*Problem requirements*.
Only the lines below between the ones containing "Parse the image" and "Task: Dump the", inclusive, are to be reproduced, each exactly as it stands.

*Exercise input*.

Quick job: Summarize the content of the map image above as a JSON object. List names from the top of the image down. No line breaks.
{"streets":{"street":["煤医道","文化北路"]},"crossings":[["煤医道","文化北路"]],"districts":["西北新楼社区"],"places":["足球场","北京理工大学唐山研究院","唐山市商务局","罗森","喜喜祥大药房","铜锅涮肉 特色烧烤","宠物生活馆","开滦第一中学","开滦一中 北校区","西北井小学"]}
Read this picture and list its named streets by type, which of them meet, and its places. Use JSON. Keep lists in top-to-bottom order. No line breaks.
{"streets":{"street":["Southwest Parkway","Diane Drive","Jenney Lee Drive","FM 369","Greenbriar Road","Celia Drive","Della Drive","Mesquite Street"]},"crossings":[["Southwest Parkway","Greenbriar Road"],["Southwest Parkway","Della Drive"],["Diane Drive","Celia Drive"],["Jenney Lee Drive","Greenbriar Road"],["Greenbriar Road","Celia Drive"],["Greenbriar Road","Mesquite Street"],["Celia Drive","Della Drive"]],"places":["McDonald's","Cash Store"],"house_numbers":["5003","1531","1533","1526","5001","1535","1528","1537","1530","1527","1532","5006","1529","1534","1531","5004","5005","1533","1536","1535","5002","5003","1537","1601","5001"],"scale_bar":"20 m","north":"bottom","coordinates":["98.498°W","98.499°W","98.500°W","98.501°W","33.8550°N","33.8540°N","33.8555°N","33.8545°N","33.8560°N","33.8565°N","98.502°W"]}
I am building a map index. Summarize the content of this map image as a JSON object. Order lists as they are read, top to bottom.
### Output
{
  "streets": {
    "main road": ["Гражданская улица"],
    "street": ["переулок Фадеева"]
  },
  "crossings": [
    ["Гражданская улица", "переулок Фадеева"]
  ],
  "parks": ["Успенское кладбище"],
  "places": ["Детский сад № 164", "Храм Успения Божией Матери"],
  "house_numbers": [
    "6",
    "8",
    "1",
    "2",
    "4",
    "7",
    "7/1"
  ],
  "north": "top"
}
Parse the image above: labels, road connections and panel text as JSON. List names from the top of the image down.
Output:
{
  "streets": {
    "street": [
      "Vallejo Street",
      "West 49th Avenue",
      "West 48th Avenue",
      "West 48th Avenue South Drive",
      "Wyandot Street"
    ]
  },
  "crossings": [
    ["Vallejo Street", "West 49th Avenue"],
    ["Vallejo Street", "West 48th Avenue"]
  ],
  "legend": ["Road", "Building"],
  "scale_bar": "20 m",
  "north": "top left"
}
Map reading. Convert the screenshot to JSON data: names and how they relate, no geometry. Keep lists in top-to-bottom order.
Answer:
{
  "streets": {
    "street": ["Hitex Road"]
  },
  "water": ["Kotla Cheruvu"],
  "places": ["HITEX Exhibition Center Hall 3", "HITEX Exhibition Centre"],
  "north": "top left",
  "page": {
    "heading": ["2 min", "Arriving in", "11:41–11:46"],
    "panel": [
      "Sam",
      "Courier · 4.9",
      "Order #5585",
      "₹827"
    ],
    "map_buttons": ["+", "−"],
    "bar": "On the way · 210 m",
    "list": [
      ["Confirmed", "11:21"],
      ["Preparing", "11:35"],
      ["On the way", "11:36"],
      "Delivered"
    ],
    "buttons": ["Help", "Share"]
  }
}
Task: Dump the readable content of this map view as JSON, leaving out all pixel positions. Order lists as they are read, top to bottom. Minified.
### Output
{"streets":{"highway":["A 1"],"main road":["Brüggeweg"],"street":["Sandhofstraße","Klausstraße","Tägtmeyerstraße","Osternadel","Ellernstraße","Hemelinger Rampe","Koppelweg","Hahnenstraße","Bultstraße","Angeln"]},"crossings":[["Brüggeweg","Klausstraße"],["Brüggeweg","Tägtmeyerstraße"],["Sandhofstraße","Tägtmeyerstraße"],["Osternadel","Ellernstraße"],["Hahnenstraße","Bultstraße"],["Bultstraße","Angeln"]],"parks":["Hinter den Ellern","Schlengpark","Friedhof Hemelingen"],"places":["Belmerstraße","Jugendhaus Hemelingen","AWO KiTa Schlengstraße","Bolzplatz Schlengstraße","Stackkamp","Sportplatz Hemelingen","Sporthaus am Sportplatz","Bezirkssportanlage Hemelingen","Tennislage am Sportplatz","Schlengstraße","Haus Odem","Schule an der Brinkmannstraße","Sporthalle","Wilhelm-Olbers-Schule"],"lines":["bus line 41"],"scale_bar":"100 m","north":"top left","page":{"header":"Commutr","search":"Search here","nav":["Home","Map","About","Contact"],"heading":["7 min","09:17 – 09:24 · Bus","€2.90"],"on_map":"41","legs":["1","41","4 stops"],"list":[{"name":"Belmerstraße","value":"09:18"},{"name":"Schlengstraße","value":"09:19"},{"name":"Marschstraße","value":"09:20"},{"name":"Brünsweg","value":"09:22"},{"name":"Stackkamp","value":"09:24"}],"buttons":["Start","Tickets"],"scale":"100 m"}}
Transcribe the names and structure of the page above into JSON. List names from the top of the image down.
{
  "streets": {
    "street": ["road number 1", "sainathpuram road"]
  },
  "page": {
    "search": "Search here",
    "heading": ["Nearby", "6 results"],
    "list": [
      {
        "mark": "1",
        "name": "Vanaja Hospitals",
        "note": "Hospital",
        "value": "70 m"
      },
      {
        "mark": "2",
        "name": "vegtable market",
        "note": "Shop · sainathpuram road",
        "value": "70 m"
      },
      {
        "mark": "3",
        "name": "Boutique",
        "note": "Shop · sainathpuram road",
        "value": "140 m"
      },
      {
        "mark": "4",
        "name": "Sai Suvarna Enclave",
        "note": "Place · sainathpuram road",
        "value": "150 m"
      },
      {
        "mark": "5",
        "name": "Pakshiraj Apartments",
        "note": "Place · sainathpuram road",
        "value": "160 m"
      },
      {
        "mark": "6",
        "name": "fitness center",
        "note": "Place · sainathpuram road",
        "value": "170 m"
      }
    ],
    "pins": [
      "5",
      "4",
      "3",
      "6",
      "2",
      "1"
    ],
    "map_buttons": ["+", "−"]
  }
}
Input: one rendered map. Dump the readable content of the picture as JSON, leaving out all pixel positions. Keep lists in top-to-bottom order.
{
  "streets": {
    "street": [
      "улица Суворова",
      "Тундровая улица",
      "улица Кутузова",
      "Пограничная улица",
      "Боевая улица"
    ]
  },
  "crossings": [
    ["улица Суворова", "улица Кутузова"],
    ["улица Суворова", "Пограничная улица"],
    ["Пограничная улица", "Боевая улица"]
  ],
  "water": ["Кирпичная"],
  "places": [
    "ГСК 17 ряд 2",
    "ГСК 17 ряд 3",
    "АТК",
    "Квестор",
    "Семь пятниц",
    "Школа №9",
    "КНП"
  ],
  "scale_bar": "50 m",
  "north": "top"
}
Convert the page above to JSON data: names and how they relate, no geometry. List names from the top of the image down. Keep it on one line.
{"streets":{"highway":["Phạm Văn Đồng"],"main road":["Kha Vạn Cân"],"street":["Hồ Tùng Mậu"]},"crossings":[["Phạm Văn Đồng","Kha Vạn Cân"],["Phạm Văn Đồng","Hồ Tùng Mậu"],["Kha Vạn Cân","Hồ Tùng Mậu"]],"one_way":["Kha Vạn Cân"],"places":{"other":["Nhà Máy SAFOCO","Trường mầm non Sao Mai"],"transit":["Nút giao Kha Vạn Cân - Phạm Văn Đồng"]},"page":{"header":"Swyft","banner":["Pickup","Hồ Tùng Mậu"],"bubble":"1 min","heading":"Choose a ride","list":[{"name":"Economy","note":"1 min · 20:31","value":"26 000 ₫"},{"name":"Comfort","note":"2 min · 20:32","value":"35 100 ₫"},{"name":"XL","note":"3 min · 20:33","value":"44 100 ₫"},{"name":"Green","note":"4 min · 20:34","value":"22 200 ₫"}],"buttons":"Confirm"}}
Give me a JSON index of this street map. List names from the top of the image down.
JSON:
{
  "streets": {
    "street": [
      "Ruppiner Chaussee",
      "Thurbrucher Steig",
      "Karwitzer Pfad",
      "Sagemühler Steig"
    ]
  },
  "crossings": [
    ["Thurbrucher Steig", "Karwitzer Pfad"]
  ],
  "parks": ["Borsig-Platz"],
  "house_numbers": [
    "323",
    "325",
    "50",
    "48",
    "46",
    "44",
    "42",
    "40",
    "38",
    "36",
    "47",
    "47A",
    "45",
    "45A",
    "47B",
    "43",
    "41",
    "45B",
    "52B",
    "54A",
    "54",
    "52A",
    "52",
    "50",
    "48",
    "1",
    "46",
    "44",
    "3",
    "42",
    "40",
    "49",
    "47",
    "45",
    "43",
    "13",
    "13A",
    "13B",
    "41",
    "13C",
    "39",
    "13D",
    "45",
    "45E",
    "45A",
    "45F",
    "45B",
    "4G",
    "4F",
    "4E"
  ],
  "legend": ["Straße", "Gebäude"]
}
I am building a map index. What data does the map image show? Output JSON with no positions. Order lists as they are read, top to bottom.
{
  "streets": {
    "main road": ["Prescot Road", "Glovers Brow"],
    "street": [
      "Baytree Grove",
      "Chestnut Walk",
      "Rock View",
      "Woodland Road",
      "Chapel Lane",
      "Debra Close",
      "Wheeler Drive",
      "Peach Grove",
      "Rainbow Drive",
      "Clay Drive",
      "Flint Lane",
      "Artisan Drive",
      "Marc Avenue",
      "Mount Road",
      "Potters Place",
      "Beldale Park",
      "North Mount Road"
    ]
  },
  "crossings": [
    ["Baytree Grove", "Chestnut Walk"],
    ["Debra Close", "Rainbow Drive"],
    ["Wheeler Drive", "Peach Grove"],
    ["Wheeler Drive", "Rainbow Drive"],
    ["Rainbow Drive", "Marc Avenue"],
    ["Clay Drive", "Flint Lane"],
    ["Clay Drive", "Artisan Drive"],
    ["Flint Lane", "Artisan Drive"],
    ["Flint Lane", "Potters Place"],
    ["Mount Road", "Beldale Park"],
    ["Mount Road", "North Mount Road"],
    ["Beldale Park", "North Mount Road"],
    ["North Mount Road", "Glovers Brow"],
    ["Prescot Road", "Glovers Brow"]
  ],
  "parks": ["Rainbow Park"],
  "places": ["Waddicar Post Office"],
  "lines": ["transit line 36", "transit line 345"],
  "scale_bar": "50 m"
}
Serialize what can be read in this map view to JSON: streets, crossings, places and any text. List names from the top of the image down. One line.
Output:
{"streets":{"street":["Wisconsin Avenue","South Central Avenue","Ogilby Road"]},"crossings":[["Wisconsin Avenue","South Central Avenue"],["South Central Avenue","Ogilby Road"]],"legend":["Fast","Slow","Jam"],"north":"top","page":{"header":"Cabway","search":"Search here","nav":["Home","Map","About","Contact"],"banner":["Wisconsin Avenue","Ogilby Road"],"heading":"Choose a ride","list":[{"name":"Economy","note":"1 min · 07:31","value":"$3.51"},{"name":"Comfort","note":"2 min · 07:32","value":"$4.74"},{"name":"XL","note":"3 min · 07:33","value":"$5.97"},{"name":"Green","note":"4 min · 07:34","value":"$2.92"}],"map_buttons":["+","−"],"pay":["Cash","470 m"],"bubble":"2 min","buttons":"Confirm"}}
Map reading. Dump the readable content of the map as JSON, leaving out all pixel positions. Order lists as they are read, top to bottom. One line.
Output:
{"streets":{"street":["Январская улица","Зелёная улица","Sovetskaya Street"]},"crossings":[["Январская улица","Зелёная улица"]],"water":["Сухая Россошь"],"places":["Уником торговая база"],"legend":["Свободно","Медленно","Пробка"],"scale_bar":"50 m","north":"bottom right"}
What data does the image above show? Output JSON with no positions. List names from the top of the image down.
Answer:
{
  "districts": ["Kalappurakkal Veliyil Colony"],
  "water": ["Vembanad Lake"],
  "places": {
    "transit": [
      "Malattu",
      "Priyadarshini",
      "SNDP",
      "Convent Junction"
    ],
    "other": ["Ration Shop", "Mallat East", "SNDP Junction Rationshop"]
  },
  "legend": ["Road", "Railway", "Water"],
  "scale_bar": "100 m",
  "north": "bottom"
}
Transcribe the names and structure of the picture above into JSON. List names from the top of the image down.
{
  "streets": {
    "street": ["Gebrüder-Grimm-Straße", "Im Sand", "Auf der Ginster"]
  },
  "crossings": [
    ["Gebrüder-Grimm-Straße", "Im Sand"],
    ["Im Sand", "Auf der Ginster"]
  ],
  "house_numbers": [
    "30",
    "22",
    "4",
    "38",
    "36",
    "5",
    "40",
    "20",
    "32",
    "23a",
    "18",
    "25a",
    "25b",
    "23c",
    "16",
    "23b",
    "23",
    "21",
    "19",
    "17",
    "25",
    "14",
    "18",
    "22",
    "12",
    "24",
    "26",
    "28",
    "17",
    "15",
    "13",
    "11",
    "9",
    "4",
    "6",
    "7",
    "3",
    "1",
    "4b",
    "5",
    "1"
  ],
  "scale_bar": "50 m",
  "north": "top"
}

*Completed exercise*.
Parse the image above: labels, road connections and panel text as JSON. List names from the top of the image down.
Output:
{
  "streets": {
    "street": [
      "Vallejo Street",
      "West 49th Avenue",
      "West 48th Avenue",
      "West 48th Avenue South Drive",
      "Wyandot Street"
    ]
  },
  "crossings": [
    ["Vallejo Street", "West 49th Avenue"],
    ["Vallejo Street", "West 48th Avenue"]
  ],
  "legend": ["Road", "Building"],
  "scale_bar": "20 m",
  "north": "top left"
}
Map reading. Convert the screenshot to JSON data: names and how they relate, no geometry. Keep lists in top-to-bottom order.
Answer:
{
  "streets": {
    "street": ["Hitex Road"]
  },
  "water": ["Kotla Cheruvu"],
  "places": ["HITEX Exhibition Center Hall 3", "HITEX Exhibition Centre"],
  "north": "top left",
  "page": {
    "heading": ["2 min", "Arriving in", "11:41–11:46"],
    "panel": [
      "Sam",
      "Courier · 4.9",
      "Order #5585",
      "₹827"
    ],
    "map_buttons": ["+", "−"],
    "bar": "On the way · 210 m",
    "list": [
      ["Confirmed", "11:21"],
      ["Preparing", "11:35"],
      ["On the way", "11:36"],
      "Delivered"
    ],
    "buttons": ["Help", "Share"]
  }
}
Task: Dump the readable content of this map view as JSON, leaving out all pixel positions. Order lists as they are read, top to bottom. Minified.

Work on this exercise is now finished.